Meghan, Harry, and the Weaponization of Mockery: “What Just Happened”

Why Meghan And Harry ‘Terrify’ British Royal Family

When commentary turns into cruelty and satire descends into slander, we lose the plot. The recent episode of What Just Happened, hosted by Kevin O’Sullivan, offered a blistering takedown of Prince Harry, Meghan Markle, Katy Perry, and trans rights activists—framed as comedy, but functioning as a vehicle for manufactured outrage. The performance wasn’t just mean-spirited; it was misleading, intellectually dishonest, and steeped in cultural insecurity masquerading as righteous indignation.

Let’s dismantle the talking points, one by one.

1. The “Empty Life” Trope
Prince Harry is repeatedly mocked as a man with “no purpose,” “nothing to do,” and “a brain cell rattling in his skull.” But this ignores his continued involvement in global mental health work, veterans’ causes, and litigation pushing back against unlawful media surveillance. When a man walks away from an institution that harmed his mother and wife to protect his children, that’s not purposelessness. That’s principle and he is happy.

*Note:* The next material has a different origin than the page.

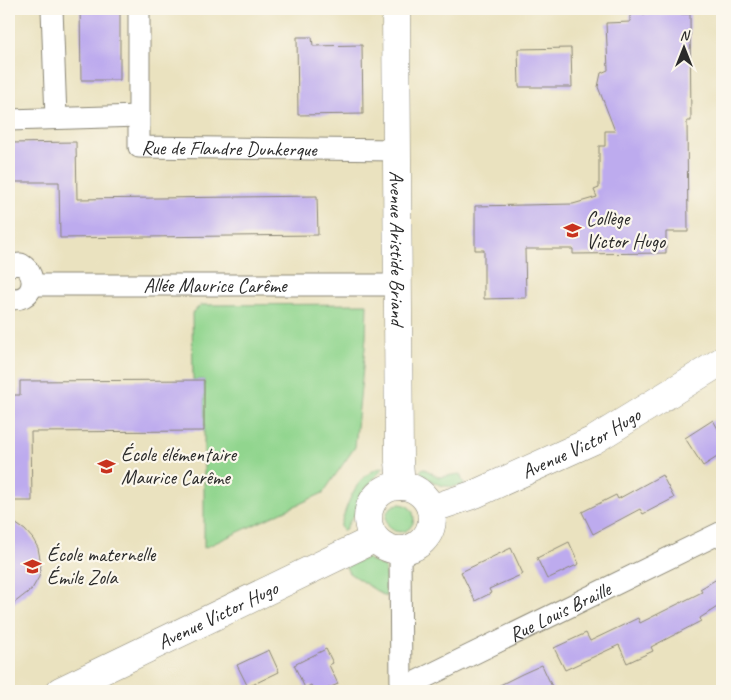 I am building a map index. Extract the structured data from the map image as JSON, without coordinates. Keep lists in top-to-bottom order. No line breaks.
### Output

2. The Book That Hasn’t Been Written
The outrage over a possible “Spare 2” is based on speculative fiction. No second memoir has been confirmed, no quotes released. Yet O’Sullivan’s panel accuses Harry of preparing a “literary temper tantrum.” Even if he were writing a sequel, isn’t he entitled to tell his story—especially after years of leaks, misrepresentations, and smears by the same royal press system he’s suing?

3. The Sentebale Smear
Dr. Sophie Chandauka’s allegations against Harry are wielded gleefully in the segment—but without any critical scrutiny. The hosts fail to mention that her accusations came after being removed from the charity’s leadership and amid scrutiny over financial mismanagement. The idea that Harry “stormed out” because she didn’t support Meghan is simplistic. The dispute is part of a larger breakdown over governance, not petty PR.

4. Misogyny Disguised as Branding Critique
Meghan’s business efforts are belittled as “digital jumble sales” and “spam jam.” But the same press that once mocked her for spending taxpayer money on royal duties now mocks her for earning her own. The hypocrisy is obvious: she’s criticized whether she works or doesn’t. Meanwhile, celebrity ventures by men—George Clooney’s tequila, Ryan Reynolds’ mobile service—are celebrated.

5. The Weaponization of “Common Sense”
The entire show paints its prejudice as “common sense.” But common sense doesn’t involve calling women “tacky,” reducing mental health to a joke, or mocking gender identity. It certainly doesn’t involve speculating on the end of someone’s marriage as if it were a football match. What’s happening here is not journalism, it’s bullying under the cloak of banter.

6. Selective Outrage and Hypocrisy
The same voices that demand women “support their husbands” mock Meghan for attending to her children and brand. The same people who demand family loyalty attack Harry for not silently enduring what he has said was systemic abuse. They cry foul over “wokeness” but celebrate political correctness when it suits them—like when redefining gender or sexuality aligns with their worldview.


What just happened? A show ridiculed trauma, belittled women’s choices, distorted facts, and used Meghan and Harry as a canvas for Britain’s unresolved tensions about race, class, tradition, and change. This wasn’t satire. It was targeted propaganda—humor as a hammer, wielded to silence dissent.

And Meghan and Harry? They’re still standing. Still speaking. Still choosing love, not vengeance.